Stored entries:
[Start of section]

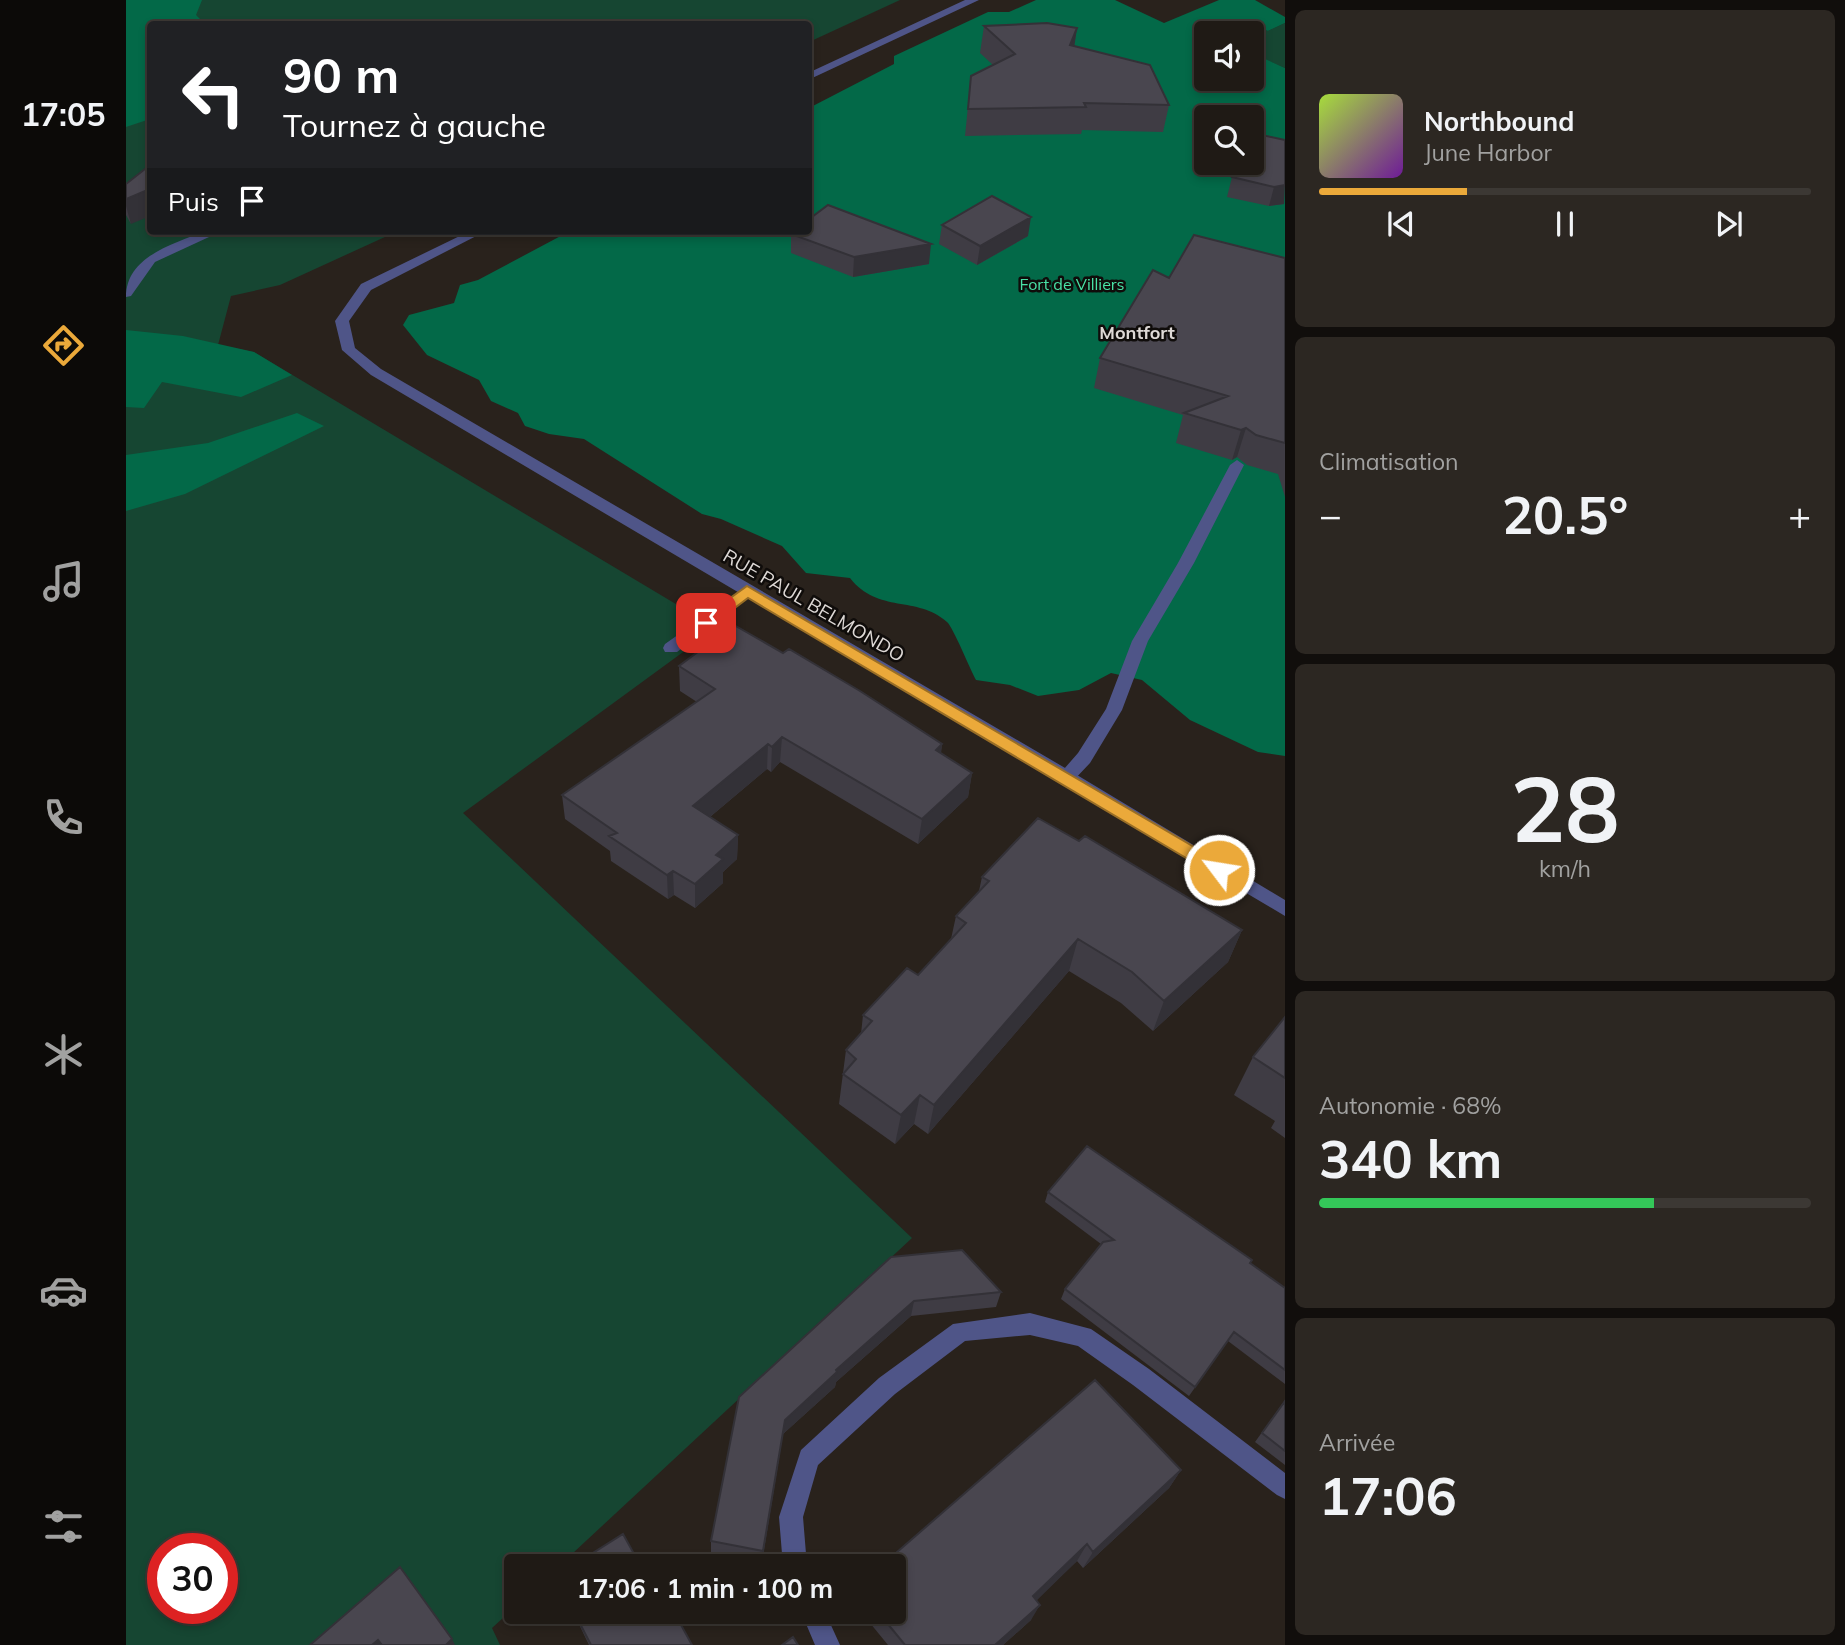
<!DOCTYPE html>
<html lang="fr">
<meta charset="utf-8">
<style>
:root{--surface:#1f1a15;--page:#2c2722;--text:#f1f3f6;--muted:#a1a1a0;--line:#3c3834;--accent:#eba93a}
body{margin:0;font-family:Mulish,sans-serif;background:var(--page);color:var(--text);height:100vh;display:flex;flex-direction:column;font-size:26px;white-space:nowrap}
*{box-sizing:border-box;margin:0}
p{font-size:23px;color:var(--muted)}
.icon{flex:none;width:38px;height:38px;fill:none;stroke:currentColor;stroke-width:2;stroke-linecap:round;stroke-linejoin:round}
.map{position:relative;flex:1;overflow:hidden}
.sheet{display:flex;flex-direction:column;gap:10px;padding:10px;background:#110e0c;width:560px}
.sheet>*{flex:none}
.top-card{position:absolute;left:21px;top:21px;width:665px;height:214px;border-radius:7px;box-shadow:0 4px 10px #0003,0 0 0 2px var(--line);background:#202124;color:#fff;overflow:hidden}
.buttons{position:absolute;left:1068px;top:21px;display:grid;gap:14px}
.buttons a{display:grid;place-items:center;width:70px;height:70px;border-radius:7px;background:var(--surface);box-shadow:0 4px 10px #0003,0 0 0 2px var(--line);font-size:35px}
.speed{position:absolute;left:21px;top:1533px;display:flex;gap:14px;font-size:35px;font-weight:700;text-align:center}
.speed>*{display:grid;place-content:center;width:91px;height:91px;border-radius:50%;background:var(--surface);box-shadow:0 4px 10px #0003,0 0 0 2px var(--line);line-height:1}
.speed .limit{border:10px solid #d22;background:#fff;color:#111}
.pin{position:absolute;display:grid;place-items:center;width:60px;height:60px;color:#fff;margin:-30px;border-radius:14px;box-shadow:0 4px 10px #0006}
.me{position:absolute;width:77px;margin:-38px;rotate:301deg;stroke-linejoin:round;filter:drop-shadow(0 0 5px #0008)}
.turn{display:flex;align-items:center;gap:24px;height:147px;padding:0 21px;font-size:32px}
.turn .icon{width:91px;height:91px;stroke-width:2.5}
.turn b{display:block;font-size:49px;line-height:60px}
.then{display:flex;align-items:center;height:66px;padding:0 21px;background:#0003;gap:14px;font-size:26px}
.big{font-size:52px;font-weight:700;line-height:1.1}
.sheet .widget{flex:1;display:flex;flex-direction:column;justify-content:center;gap:10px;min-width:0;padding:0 24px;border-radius:10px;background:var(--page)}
.sheet .dial{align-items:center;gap:0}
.dial b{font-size:91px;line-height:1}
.song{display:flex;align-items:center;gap:21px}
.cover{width:84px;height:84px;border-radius:10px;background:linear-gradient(135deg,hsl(80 70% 55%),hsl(280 70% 35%))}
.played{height:7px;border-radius:4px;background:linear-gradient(90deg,var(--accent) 30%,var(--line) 30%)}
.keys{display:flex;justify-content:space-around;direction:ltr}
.heat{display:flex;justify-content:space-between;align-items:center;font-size:38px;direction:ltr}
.charge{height:10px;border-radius:5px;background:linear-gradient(90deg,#34c759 68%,var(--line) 0)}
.trip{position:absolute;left:378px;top:1554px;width:402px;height:70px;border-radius:7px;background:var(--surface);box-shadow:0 4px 10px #0003,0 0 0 2px var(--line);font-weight:700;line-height:70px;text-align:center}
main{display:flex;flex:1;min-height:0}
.dock{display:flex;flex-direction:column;width:126px;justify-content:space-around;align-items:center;background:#0c0a08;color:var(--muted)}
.dock .icon{width:49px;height:49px}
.dock .on{color:var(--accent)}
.dock b{font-size:32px;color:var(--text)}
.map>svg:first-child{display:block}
</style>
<main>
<nav class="dock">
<b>17:05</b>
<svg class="icon on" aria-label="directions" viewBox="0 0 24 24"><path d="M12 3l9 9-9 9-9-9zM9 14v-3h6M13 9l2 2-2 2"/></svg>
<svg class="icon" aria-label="music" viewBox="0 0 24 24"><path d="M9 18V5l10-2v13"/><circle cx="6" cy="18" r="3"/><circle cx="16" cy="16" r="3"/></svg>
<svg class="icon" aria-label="phone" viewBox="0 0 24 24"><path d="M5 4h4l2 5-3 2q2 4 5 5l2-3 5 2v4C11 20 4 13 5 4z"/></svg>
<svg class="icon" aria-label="climate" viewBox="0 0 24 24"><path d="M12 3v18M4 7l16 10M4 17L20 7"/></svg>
<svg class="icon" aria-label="car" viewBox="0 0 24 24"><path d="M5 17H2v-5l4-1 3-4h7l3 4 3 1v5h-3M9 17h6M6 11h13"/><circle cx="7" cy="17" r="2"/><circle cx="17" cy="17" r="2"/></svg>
<svg class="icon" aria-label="filters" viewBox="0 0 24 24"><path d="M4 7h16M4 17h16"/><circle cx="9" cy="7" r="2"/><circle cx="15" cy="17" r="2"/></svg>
</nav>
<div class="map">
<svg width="1159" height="1645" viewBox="0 0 1159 1645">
<rect width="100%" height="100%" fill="#29221c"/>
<path fill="#164632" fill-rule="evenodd" d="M46,0H774L683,42L682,24H29Z
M1159,23V68L1125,53L1138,41L1125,36V33L1107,30L1122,24L1142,31Z
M24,34V231H272L154,285L105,296L92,345L128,352L590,628L337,813L786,1238L433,1566H390V1606L366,1628L374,1645H0V78ZM37,1549H96V1608H37Z"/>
<path fill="#036948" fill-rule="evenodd" d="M0,0H76L70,15L79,24H24V119L0,127Z
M910,0H989L1038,23L1093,0H1129L1159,17V23L1142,31L1122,24L1108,30L1116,33H1080V79H1125V36L1139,41L1126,53L1159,68V756L1132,752L1064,720L1016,680L985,673L953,690L912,696L884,685L850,680C844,669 827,627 821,622C791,595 752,614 724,578L680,573L656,546L595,519L576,514L458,439L423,434L399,426L392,413L365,401L353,380L301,355L277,325L283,315L328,303L334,285L352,280L444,231H682L683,108L768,64V56L862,12H883ZM1080,117H1125V163H1080Z
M0,330L57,336L128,352L166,375L115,397L36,382L18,408L0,407Z
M171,413L198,426L59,494L0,511V455L82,443Z"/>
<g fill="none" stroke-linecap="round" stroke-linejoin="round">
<path fill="#4f5588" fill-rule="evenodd" d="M79,231H96L29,262L5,296L0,297C0,256 48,244 79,231Z
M1111,460L1118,465L1068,563L1022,641L996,710L964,763L946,782H934L931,777L952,753L980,709L1006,641L1052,563L1104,465Z
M621,586L629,591L626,595L551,652H539L537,648L539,644Z"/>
<path fill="#4f5588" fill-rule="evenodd" d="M839,0H853L682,80V73Z
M344,231H360L245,290L223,321L229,348L255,369L946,772L1159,900V916L245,375L216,350L209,321L235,284Z
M904,1313L965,1329L1023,1369L1159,1473V1499L1151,1495L1007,1385L952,1346L904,1335L839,1341L769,1394L692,1465L677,1517L681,1566H657L653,1517L675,1450L753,1378L827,1324Z
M675,1612H699L714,1645H689Z"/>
</g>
<path fill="#3f3c44" d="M858,26L951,28L948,46L1043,105L1037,132L956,130L955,134L839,136L845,76L867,65L854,53Z
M1159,140L1158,204L1143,206L1101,197L1106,177Z
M0,184L5,224L0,215Z
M816,225L902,236L851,265L813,244Z
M665,234L803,264L727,277L665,253Z
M1159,258V497L1152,474L1121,465L1111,457L1106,460L1050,443L1057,415L968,388L974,358L1043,278Z
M553,666L816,744L815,753L846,773L842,797L792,844L654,762L645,772L641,769L584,817L612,835L611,859L597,872V883L569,908L548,895L542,899L485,861L484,851L439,819L436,795L571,702L554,691Z
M856,877L1116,930L1102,962L1027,1031L995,1003L943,971L802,1134L788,1124L769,1144L713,1104L720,1050L735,1034L737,1015L792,975L825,939L830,916L853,891Z
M1159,1017V1138L1145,1128L1149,1121L1108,1095L1127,1057Z
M922,1192L1124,1263L1159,1288V1384L1102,1341L1063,1396L935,1299L939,1289L975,1244L919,1202Z
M765,1257L875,1292L870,1307L785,1316L710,1382L709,1387L657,1434L636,1562L585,1552V1541Z
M1159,1400V1465L1129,1442Z
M1055,1470L1043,1488L957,1568L951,1561L910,1600L905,1620L877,1645H762L735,1612H768Z
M447,1612H448L566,1645H463Z"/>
<path fill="#333137" d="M951,28L947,55L944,45Z
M1159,185L1158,204L1143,206L1148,187Z
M24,189V216L5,224L0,206V199Z
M905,217L902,236L851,265L854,246Z
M805,244L803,264L727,277L728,257Z
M1120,428L1111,457L1106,460L1115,430Z
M656,737L654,762L645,772L646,747Z
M642,744L641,769L567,831V806Z
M816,744L812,769L810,750Z
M846,773L842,797L792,844L796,819Z
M612,835L611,859L597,872V883L569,908V884L590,855Z
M547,871L548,895L542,899L541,875Z
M1116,930L1102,962L1027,1031L1038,1001Z
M952,939L943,971L802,1134L808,1105Z
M794,1095L788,1124L769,1144L775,1115Z
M788,1301L785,1316L710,1382L709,1387L657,1434L636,1562L659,1420L710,1370Z
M1055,1470L1043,1488L957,1568L967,1552Z
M961,1544L951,1561L899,1612L907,1596Z
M914,1605L905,1620L877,1645H869Z
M326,1639L329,1645H320Z
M252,1640L255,1645H246Z"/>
<path fill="#49464f" stroke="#333137" stroke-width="2" d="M921,23L951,28L944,45L1024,65L1043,105L958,103L960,107L842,109L845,76L889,54L858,26Z
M1127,133L1159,140V185L1148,187L1106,177L1113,163H1125V136Z
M24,165V189L0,199V184Z
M866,196L905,217L854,246L816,225Z
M702,205L805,244L728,257L665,234L669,231H682V220Z
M1068,235L1159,258V443L1130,435L1120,428L1115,430L1058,413L1102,396L974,358L1027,270L1043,278Z
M608,625L657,653L663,649L734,691L816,744L810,750L846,773L796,819L656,737L646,747L642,744L567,806L612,835L590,855L597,859L569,884L547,871L541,875L483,836L491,833L436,795L589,689L553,666Z
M912,818L953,841L959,836L1116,930L1038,1001L1006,972L952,939L808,1105L794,1095L775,1115L717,1074L730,1059L720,1050L746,1021L737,1015L781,968L792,975L840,923L830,916L863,881L856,877Z
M1159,1017V1078L1127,1057Z
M961,1146L1126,1260L1124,1263L1159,1288V1370L1108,1332L1069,1387L939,1289L977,1242L988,1240L922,1192Z
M836,1250L875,1292L788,1301L710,1370L711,1372L659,1420L637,1551L585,1541L613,1397L765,1257Z
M969,1380L1055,1470L967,1552L961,1544L907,1596L914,1605L869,1645H779L752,1612H768V1566H755Z
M1159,1401V1451L1136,1433Z
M497,1534L513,1563L520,1559L524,1566H449L448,1565Z
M274,1567L326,1639L320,1645H256L252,1640L246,1645H184Z
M448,1612H548L566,1645H465Z
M667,1637L672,1645H656Z"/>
<path fill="#eba93a" stroke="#996e26" stroke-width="2" d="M621,586L1099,865L1101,870L1099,874H1087L622,598L585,626H575L573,623L575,619Z"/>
<g text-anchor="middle" stroke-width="5" stroke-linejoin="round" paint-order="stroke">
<g font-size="16" fill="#49e1a6" stroke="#0f0c0a">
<text x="946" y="290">Fort de Villiers</text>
</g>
<g font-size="18" font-weight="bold" fill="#ded9d6" stroke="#0f0c0a">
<text x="1011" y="339">Montfort</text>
</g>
<g font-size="19" fill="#ded9d6" stroke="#0f0c0a">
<text transform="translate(688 605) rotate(30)" y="7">RUE PAUL BELMONDO</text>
</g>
</g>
</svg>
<div class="buttons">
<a><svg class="icon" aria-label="sound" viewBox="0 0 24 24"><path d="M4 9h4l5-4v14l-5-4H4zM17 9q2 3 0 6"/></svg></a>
<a><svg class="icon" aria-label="search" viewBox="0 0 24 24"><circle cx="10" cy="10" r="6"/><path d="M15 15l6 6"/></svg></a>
</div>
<div class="speed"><div class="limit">30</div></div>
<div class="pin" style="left:580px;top:623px;background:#d93025"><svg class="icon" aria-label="arrive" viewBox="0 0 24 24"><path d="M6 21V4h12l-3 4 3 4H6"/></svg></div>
<svg class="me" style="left:1093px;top:870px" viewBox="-20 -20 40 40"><circle r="17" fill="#eba93a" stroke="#fff" stroke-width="3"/><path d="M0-11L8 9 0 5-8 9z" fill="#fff"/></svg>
<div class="trip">17:06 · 1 min · 100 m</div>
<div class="top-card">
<div class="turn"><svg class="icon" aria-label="left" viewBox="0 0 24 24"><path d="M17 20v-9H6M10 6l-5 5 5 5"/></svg><div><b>90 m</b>Tournez à gauche</div></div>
<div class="then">Puis<svg class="icon" aria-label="arrive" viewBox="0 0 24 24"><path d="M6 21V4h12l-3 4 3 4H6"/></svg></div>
</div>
</div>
<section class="sheet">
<div class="widget">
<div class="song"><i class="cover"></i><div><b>Northbound</b><p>June Harbor</p></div></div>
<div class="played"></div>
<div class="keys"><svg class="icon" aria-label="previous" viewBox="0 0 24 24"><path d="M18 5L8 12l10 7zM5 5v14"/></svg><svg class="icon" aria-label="pause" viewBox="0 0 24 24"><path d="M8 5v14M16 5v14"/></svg><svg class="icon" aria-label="next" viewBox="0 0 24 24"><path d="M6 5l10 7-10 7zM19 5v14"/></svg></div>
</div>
<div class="widget"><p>Climatisation</p>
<div class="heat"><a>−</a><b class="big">20.5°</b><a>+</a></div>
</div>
<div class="widget dial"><b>28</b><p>km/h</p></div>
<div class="widget"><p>Autonomie · 68%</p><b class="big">340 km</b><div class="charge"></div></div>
<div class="widget"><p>Arrivée</p><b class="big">17:06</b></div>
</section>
</main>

[End of section]

Prompt: In the entries, some lines may contain the word "gradient". Give how many do, as a number by itself.

Task answer: 3